As for bad faith use, Complainant has submitted evidence that Respondent’s website displayed content identical to Complainant’s proprietary content. Respondent has not contested Complainant’s allegations or proof on this point.

The Panel observes that Respondent’s display of such material, making use of Complainant’s trademark, is in fact a form of competition with Complainant. Such competition with the trademark holder often supports a finding of use in bad faith. See, e.g., Pfizer Inc. v. jg a/k/a Josh Green, supra (citing Google, Inc. v. wwwgoogle.com and Jimmy Siavesh Behain, WIPO Case No. D2000-1240; Casio Keisanki Kabushiki Kaisha (Casio Computer Co., Ltd.) v. Jongchan Kim, WIPO Case No. D2003-0400; Downstream Technologies, LLC v. Bartels System GmbH, WIPO Case No. D2003-0088).

In these circumstances, the Panel concludes that Respondent’s operation of the website to replicate Complainant’s content without authorization is clear proof of use in bad faith under Policy paragraph 4(b)(iii) (registration of disputed domain name primarily for the purpose of disrupting the business of Complainant).5

The Panel concludes therefore that Respondent has registered and is using the disputed domain name in bad faith.

7. Decision

For the foregoing reasons, in accordance with paragraphs 4(i) of the Policy and 15 of the Rules, the Panel orders that the disputed domain name <mbcegypt.net> be transferred to Complainant.

Nayiri Boghossian
Sole Panelist
Date: January 22, 2013

1 The Panel has undertaken limited research by visiting the website to which the disputed domain name routes, see WIPO Overview of WIPO Panel Views on Selected UDRP Questions (“WIPO Overview 2.0”), paragraph 4.5. Complainant has also submitted evidence of the earlier appearance of the website, discussed below.

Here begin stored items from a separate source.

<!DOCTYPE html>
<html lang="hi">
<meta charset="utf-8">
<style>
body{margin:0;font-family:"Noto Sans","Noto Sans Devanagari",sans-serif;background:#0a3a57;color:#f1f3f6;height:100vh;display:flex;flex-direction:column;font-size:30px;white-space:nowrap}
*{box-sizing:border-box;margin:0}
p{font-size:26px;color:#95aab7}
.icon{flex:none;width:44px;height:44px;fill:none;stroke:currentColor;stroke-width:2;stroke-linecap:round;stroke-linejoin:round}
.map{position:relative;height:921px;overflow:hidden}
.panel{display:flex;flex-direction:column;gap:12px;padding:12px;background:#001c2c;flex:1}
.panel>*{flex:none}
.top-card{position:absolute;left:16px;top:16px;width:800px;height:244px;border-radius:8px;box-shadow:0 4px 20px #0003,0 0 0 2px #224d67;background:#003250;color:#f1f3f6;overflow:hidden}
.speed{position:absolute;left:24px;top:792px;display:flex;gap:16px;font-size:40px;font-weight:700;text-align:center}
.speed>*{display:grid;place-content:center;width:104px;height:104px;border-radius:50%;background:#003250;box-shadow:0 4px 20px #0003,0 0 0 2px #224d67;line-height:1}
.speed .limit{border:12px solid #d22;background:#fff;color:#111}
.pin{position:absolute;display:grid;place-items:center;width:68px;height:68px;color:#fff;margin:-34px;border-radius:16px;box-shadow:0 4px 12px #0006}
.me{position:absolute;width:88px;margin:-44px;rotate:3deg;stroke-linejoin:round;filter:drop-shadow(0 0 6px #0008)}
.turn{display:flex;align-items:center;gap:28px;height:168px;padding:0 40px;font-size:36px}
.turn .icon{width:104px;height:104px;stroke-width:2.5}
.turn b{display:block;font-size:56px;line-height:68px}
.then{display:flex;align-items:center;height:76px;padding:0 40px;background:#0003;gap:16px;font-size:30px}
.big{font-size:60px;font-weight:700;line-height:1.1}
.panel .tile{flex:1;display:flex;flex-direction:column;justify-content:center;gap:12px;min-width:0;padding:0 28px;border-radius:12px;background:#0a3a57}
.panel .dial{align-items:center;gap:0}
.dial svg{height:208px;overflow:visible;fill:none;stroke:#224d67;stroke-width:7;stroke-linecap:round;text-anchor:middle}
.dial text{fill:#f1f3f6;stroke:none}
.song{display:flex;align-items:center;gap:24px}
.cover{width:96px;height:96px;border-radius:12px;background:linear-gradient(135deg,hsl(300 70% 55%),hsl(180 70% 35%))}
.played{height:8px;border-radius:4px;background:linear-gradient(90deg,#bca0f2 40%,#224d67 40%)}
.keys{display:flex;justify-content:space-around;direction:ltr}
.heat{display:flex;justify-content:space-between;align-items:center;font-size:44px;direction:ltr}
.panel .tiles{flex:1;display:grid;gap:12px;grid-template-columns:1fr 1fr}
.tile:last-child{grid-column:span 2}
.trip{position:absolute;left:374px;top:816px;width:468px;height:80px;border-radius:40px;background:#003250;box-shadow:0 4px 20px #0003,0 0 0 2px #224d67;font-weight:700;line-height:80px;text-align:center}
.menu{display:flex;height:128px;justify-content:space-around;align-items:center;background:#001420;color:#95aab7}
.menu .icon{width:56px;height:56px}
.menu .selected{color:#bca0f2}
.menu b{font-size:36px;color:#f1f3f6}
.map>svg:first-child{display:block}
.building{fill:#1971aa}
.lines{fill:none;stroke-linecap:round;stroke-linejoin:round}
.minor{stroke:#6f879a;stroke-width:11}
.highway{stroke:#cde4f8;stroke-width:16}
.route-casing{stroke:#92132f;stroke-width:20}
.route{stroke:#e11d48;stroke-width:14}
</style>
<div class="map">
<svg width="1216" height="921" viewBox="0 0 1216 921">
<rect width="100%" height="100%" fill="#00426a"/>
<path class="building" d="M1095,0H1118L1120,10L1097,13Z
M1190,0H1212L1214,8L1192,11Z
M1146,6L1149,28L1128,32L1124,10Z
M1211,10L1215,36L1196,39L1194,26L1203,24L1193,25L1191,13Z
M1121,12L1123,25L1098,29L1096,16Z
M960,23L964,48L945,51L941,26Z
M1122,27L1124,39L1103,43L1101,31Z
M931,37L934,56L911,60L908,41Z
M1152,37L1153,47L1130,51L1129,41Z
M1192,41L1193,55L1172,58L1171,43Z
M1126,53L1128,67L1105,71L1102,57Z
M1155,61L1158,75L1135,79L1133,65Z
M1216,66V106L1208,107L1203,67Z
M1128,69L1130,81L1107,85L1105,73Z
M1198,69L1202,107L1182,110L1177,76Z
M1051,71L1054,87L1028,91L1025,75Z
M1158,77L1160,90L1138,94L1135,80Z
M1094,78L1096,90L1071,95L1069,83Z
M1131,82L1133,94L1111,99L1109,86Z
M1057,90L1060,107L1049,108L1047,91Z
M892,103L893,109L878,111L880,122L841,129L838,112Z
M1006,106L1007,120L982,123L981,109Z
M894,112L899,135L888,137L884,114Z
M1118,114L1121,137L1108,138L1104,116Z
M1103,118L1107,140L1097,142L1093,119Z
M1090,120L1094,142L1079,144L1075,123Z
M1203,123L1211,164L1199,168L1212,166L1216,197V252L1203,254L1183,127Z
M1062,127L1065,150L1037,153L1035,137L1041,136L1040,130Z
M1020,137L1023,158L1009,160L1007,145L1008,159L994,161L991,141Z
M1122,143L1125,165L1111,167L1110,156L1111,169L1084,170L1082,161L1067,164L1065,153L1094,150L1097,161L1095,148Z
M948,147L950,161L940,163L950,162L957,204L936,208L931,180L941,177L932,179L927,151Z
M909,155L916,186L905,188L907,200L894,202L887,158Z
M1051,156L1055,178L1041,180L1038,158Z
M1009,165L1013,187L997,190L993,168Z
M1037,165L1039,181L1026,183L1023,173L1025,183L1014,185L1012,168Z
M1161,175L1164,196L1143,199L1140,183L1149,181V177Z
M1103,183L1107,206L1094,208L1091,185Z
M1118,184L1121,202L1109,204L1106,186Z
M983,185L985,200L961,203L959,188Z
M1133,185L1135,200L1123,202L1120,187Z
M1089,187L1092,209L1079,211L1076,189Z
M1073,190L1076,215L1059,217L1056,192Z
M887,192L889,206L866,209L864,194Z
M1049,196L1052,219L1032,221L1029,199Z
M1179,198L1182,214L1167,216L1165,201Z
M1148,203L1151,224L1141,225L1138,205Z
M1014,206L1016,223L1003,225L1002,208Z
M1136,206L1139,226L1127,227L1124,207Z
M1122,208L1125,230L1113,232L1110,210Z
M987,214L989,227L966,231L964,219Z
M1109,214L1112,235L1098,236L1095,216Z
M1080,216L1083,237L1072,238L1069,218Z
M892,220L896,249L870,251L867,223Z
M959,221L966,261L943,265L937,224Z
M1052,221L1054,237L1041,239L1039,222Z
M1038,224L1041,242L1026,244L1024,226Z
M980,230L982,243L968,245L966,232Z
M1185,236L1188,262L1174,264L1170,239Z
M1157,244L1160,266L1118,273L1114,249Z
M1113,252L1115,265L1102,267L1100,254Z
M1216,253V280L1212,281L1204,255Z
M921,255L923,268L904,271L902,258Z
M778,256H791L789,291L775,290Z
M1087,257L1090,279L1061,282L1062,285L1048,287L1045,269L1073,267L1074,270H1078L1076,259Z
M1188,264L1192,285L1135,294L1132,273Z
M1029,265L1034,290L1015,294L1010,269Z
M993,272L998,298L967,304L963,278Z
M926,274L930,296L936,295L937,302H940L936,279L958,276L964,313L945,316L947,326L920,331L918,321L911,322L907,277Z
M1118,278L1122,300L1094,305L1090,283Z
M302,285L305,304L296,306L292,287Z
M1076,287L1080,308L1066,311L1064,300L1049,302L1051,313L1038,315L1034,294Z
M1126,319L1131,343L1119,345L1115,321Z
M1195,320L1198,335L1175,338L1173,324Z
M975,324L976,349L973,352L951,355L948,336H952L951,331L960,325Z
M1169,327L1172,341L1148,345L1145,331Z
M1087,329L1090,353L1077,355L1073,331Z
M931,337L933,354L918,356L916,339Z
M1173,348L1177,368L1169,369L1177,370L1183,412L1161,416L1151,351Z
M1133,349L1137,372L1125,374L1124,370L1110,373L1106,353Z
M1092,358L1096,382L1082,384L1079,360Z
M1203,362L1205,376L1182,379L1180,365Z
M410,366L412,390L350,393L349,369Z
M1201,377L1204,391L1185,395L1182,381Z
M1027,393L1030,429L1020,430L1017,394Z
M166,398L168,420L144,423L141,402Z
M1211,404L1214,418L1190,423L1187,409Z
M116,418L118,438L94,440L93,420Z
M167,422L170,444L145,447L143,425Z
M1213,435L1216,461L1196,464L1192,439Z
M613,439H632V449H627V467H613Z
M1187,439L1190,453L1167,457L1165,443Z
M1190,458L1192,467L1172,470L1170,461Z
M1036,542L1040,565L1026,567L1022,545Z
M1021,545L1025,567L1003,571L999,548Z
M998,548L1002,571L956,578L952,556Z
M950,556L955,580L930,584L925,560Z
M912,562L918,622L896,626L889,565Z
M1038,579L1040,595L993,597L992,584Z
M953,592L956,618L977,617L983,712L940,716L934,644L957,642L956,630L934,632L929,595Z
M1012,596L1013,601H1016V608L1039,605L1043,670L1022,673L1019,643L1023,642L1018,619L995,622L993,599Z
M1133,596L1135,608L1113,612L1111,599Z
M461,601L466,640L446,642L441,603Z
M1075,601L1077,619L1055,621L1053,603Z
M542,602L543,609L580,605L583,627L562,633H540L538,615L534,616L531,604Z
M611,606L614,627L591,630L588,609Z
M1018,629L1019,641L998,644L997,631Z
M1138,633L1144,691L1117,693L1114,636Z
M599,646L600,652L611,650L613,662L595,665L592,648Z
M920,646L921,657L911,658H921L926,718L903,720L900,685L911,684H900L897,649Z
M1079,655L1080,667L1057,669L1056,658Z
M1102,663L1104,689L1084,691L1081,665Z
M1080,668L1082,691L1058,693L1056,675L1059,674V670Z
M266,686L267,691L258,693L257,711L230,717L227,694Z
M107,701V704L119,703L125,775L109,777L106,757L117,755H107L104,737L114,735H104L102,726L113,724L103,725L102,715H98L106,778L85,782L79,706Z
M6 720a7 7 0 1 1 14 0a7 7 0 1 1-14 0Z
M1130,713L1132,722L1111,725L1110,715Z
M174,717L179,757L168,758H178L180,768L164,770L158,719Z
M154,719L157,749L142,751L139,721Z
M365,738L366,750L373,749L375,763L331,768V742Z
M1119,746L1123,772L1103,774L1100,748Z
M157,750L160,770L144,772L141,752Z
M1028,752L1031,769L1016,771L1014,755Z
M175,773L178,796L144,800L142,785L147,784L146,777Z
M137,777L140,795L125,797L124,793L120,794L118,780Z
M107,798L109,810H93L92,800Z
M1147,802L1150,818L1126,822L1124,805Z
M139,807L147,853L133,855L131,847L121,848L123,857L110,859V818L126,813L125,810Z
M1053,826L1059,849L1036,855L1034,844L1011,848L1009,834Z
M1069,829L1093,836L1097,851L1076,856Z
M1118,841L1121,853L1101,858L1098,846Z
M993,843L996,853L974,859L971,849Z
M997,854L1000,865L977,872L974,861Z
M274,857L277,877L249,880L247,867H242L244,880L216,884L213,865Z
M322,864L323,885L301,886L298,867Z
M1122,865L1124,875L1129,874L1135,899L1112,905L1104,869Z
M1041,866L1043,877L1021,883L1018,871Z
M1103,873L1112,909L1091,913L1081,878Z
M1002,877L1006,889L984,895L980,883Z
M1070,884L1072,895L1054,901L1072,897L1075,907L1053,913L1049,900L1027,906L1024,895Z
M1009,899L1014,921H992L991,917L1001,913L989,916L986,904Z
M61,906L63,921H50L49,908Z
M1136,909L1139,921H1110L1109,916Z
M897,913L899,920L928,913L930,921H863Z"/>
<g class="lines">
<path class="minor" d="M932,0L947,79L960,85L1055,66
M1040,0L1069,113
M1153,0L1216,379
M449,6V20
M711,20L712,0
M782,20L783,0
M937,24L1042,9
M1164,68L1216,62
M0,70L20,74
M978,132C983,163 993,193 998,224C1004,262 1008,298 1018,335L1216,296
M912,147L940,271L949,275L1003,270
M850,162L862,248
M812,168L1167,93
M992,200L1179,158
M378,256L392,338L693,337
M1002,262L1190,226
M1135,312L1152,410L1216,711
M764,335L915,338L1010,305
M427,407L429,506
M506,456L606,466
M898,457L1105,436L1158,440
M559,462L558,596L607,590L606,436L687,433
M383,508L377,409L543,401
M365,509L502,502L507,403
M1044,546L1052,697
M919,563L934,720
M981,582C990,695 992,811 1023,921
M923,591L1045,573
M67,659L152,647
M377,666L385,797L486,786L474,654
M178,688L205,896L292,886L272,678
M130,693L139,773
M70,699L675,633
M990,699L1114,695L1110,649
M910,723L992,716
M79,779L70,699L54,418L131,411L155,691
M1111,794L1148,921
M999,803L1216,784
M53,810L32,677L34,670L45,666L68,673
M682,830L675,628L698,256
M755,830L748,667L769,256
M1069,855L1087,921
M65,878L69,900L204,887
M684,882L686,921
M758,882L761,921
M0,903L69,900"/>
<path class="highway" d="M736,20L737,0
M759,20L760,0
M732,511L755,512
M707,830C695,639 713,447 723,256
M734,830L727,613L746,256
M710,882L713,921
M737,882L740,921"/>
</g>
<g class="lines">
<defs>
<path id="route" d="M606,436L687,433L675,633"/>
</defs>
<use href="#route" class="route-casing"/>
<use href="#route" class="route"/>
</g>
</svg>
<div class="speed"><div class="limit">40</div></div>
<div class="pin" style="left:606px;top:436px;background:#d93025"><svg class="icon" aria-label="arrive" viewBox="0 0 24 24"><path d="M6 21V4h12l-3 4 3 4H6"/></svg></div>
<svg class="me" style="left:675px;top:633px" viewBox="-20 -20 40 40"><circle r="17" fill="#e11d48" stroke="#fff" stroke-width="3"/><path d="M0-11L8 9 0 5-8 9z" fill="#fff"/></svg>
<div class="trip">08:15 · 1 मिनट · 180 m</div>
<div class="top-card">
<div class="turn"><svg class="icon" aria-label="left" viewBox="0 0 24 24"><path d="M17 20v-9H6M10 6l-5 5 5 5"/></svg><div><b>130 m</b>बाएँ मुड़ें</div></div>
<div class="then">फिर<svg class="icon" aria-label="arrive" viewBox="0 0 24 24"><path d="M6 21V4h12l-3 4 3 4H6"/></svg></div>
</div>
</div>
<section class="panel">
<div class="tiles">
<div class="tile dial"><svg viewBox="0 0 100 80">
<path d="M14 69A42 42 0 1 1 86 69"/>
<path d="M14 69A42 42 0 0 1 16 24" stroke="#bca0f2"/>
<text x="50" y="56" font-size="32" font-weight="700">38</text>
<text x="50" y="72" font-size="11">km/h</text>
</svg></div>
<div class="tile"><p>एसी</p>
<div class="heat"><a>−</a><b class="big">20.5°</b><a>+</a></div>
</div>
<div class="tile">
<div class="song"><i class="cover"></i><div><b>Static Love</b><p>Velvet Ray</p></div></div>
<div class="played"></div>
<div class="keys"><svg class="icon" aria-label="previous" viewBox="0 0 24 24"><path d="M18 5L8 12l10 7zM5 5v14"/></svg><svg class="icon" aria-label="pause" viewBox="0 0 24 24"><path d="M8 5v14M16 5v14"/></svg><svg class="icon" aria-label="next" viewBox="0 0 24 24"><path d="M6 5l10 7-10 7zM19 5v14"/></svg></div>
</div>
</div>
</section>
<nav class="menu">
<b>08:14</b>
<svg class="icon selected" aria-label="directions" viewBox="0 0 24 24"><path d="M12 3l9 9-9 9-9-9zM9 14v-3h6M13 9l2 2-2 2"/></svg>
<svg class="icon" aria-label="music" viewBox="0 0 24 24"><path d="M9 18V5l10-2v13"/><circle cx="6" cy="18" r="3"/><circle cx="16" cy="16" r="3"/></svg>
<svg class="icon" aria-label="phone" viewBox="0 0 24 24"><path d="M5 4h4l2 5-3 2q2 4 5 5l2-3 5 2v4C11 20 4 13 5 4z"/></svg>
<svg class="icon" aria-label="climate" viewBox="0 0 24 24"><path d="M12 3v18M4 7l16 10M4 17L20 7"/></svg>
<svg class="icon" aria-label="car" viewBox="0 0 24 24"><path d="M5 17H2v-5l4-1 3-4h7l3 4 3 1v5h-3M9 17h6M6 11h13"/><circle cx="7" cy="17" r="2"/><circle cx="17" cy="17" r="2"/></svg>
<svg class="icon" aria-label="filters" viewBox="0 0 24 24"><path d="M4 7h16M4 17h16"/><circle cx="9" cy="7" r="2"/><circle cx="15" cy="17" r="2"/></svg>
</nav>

2 The Complaint annexes evidence of advance news of the launch beginning in October 2012.

3 It is not bona fide because the replication is not authorized.

4 The Panel makes the ruling of the absence of legitimate noncommercial or fair use based only on the evidence in the limited record before it, which shows the replication of content without commentary. The Panel refrains from expressing a view as to outcome of any other proceeding in which commentary or criticism might be added to the complainant’s materials. For a range of considerations that UDRP panels apply where the facts suggest the possibility that a respondent’s content supports rights and legitimate interests, see generally WIPO Overview 2.0, paragraph 2.4.

5 Respondent’s fragmented and incomplete responses to this proceeding suggest a lack of understanding by Respondent about the terms and conditions of the agreement into which Respondent entered to register the disputed domain name under the UDRP. Under the circumstances, the Panel views Respondent’s written reply to the Complaint, showing disregard of the promises Respondent undertook in entering into the registration agreement with the Registrar, to be further evidence of bad faith. Telstra, supra.